* _Assignment_: Search the entries below for "canvas" and copy each matching line.

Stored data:
────────────────

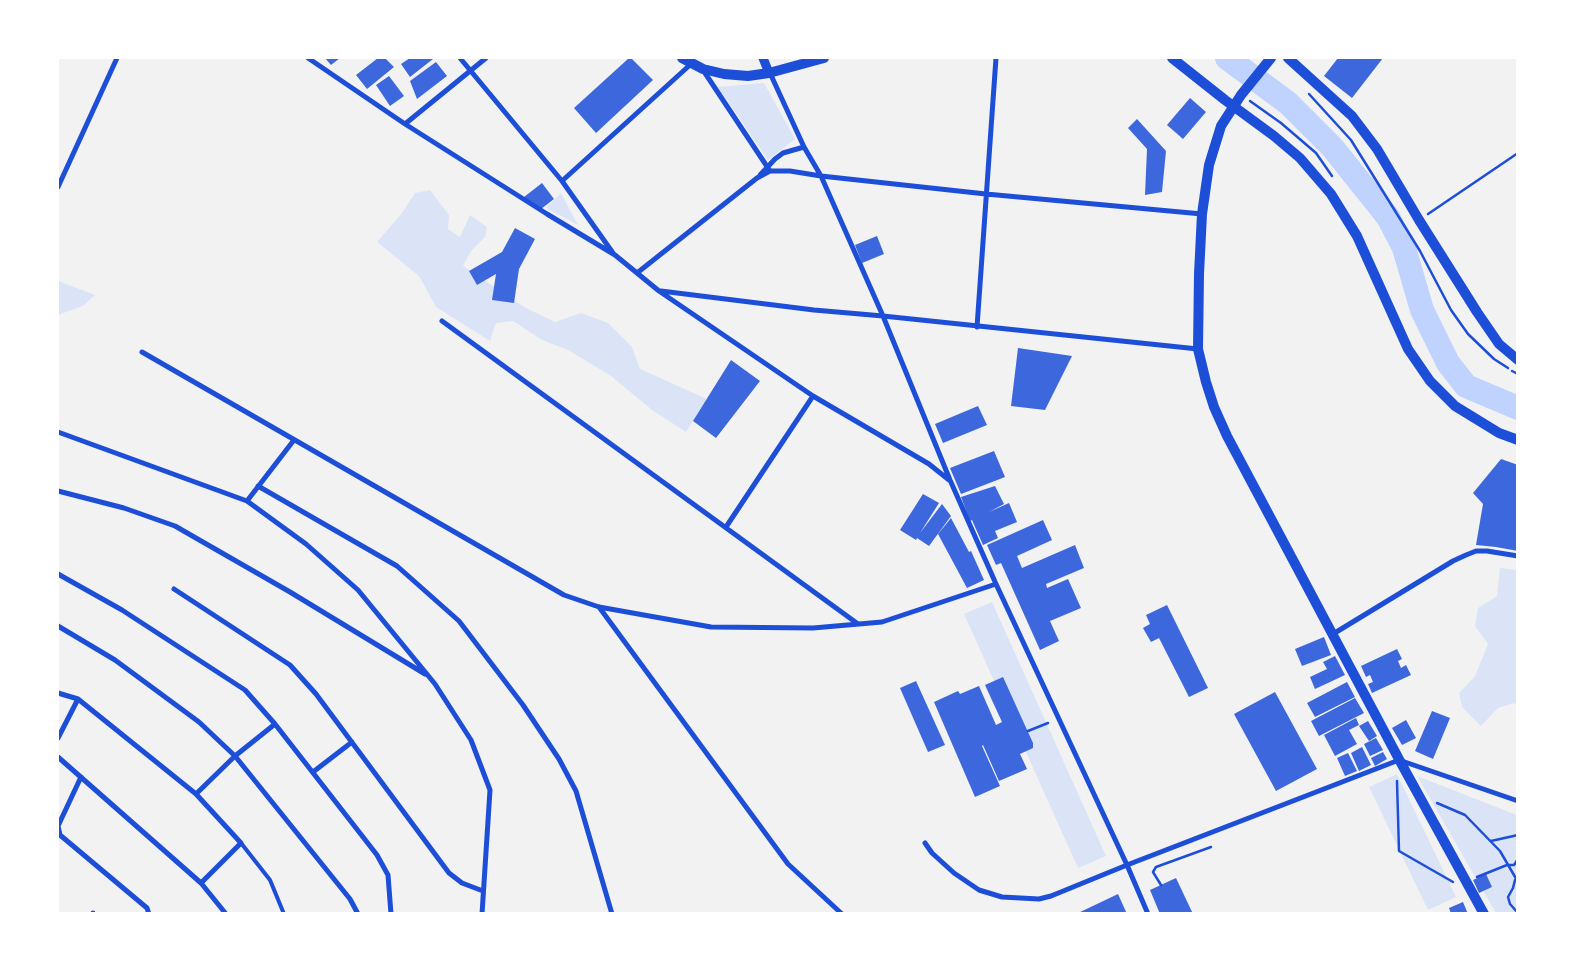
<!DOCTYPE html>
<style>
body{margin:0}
#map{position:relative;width:1575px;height:971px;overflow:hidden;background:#f2f2f2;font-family:Arial,sans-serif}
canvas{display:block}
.frame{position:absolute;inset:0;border:59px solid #fff;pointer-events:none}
</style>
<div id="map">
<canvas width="1575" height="971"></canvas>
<div class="frame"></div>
</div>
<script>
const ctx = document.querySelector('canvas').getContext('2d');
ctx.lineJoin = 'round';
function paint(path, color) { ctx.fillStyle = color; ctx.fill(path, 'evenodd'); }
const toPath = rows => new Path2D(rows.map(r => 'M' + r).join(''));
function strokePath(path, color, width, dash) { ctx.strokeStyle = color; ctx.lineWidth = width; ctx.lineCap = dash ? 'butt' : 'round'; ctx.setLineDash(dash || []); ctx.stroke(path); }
const green = toPath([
 [764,83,795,139,768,160,718,87],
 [430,190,449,215,448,229,460,237,470,215,487,227,485,237,471,251,463,266,526,308,555,322,581,313,608,323,632,347,640,369,707,399,686,432,652,410,611,376,568,350,542,340,513,321,496,323,490,341,436,307,419,276,377,242,402,213,415,193],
 [561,193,578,225,546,208],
 [58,281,95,295,83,306,58,315],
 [1500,568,1517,570,1517,706,1514,703,1498,708,1481,726,1462,707,1459,693,1475,676,1488,644,1475,626,1478,608,1497,596],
 [992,602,1106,856,1078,868,964,614],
 [1397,774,1456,897,1428,910,1369,787],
 [1417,776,1517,815,1517,913,1496,913]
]);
const river = toPath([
 [1227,58,1288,103,1332,147,1388,217,1404,248,1422,310,1448,363,1466,386,1518,408]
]);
const building = toPath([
 [325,58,340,58,331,65],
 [378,58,385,58,394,67,367,89,356,75],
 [410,58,432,58,433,59,410,77,401,64],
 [629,58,631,58,653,80,596,133,574,108],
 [1338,58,1383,58,1352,98,1324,76],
 [436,62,447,76,417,99,410,81],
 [389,76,404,96,390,106,376,85],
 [1190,98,1206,112,1183,139,1167,125],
 [1137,119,1166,151,1162,192,1145,195,1147,149,1128,128],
 [542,183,554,199,541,209,524,197],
 [515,228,535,239,519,269,514,303,492,300,496,274,477,285,469,271,502,252],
 [877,236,884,254,862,263,855,245],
 [1018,348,1072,356,1045,410,1011,406],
 [731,360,760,381,716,438,693,421],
 [978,406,987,425,943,443,935,424],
 [994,451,1005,477,961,494,950,468],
 [1501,459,1518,465,1518,551,1496,547,1476,545,1483,504,1473,493],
 [995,486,1004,504,989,512,1009,503,1017,522,995,531,998,538,983,545,972,520,970,521,961,497],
 [923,494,939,503,920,533,942,504,951,516,929,546,917,538,916,540,900,530],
 [951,518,969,552,971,551,984,580,967,588,938,534],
 [1043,520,1052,540,1017,556,1022,568,1075,545,1084,568,1046,584,1047,588,1068,579,1081,608,1050,621,1059,641,1040,650,1001,563,996,565,987,545],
 [1167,605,1208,688,1189,697,1159,638,1151,642,1143,628,1150,624,1146,615],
 [1324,637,1331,655,1302,666,1295,649],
 [1397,649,1402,659,1398,661,1401,668,1406,665,1411,675,1372,693,1368,684,1373,682,1370,675,1366,677,1361,666],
 [1335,656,1345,675,1315,689,1310,677,1327,669,1323,662],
 [1003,677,1033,743,1033,748,1020,754,1027,769,999,781,983,745,982,746,1000,786,975,797,934,702,958,691,960,694,979,686,996,725,1002,722,985,685],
 [916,681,945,745,928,752,900,688],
 [1347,682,1355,697,1315,717,1307,703],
 [1275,692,1317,769,1276,791,1234,714],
 [1355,698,1364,713,1319,736,1311,721],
 [1432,711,1450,718,1433,759,1415,751],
 [1356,718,1359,725,1349,730,1357,744,1335,756,1324,735],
 [1406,720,1416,738,1402,745,1392,728],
 [1368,721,1377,736,1369,741,1359,726],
 [1376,738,1383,750,1370,756,1364,744],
 [1362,747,1371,765,1359,771,1351,753],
 [1383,752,1387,759,1375,766,1371,758],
 [1348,753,1357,771,1345,776,1337,758],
 [1486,874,1492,887,1479,893,1473,880],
 [1176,878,1193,914,1160,914,1150,890],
 [1118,894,1127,914,1076,914],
 [1463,902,1468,914,1451,914,1449,908]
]);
const path = toPath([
 [1309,94,1351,140,1420,251,1451,310,1468,334,1494,359,1508,368],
 [1250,101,1281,123,1316,153,1332,176],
 [1428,214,1518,153],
 [1512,371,1518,374],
 [1028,731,1048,723],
 [1397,781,1399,851,1453,882],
 [1437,803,1465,815,1500,851,1518,882],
 [1491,841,1518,835],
 [1477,877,1507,865,1514,865,1518,859],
 [1515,880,1513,888,1508,897,1510,904,1518,913],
 [1161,885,1153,872,1156,867,1211,847]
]);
const service = toPath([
 [241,843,270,880,284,914]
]);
const minor = toPath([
 [308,58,405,124,547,214,615,255,659,291,813,396,929,464,949,480],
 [460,58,562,181,613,253],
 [703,70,770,171],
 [770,73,804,147,821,176,883,316,950,480,996,584,1127,865,1148,914],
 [405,124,486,58],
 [760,175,775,159,783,153,804,147],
 [562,181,691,64],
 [58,187,117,58],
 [637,273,757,178,770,171,790,171,821,176,986,194,1202,214],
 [661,291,814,310,883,316,1198,349],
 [442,321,858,624],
 [977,327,996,58],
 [142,352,564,595,599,607,711,627,813,628,882,622,996,584],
 [58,432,247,501,306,544,358,590,435,684,471,740,490,790,482,914],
 [258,486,397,566,459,621,523,705,559,759,576,791,612,914],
 [58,491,124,508,175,526,290,592,425,674],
 [247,501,294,440],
 [726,527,813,396],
 [58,574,122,610,245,690,275,724,377,855,388,875,391,914],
 [174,589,290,665,316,694,449,873,462,883,483,891],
 [599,607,788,864,842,914],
 [58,626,115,660,199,722,235,756,350,899,358,914],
 [1333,634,1453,561,1466,555,1476,551,1487,551,1518,556],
 [58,693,78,699,196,794,241,843,201,883],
 [58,738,78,699],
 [58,757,201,883,226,914],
 [313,772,352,742],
 [81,777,58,826,60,835,147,908,149,914],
 [196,794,235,756,275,724],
 [925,843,932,853,954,873,979,890,1002,897,1039,899,1051,896,1127,865,1399,760,1518,801],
 [93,913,93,914]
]);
const tertiary = toPath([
 [763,58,769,73]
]);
const secondary = toPath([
 [682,58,703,69,724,74,748,76,769,73,824,58],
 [1172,58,1225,100,1274,136,1300,158,1331,194,1357,236,1408,349,1430,381,1455,406,1499,433,1518,440],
 [1271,58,1241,95,1221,126,1209,165,1202,214,1199,274,1198,349,1206,382,1214,407,1227,436,1401,763,1484,914],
 [1288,58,1352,116,1377,149,1419,220,1477,312,1499,344,1518,360]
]);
paint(green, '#dbe4f7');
strokePath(river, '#bfd3fe', 24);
paint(building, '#3d67dc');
strokePath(path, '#1d4ed8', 2.5);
strokePath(service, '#1d4ed8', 4);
strokePath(minor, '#1d4ed8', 5);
strokePath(tertiary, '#1d4ed8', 9);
strokePath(secondary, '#1d4ed8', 10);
</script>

────────────────

* _Solution below_:
canvas{display:block}
<canvas width="1575" height="971"></canvas>
const ctx = document.querySelector('canvas').getContext('2d');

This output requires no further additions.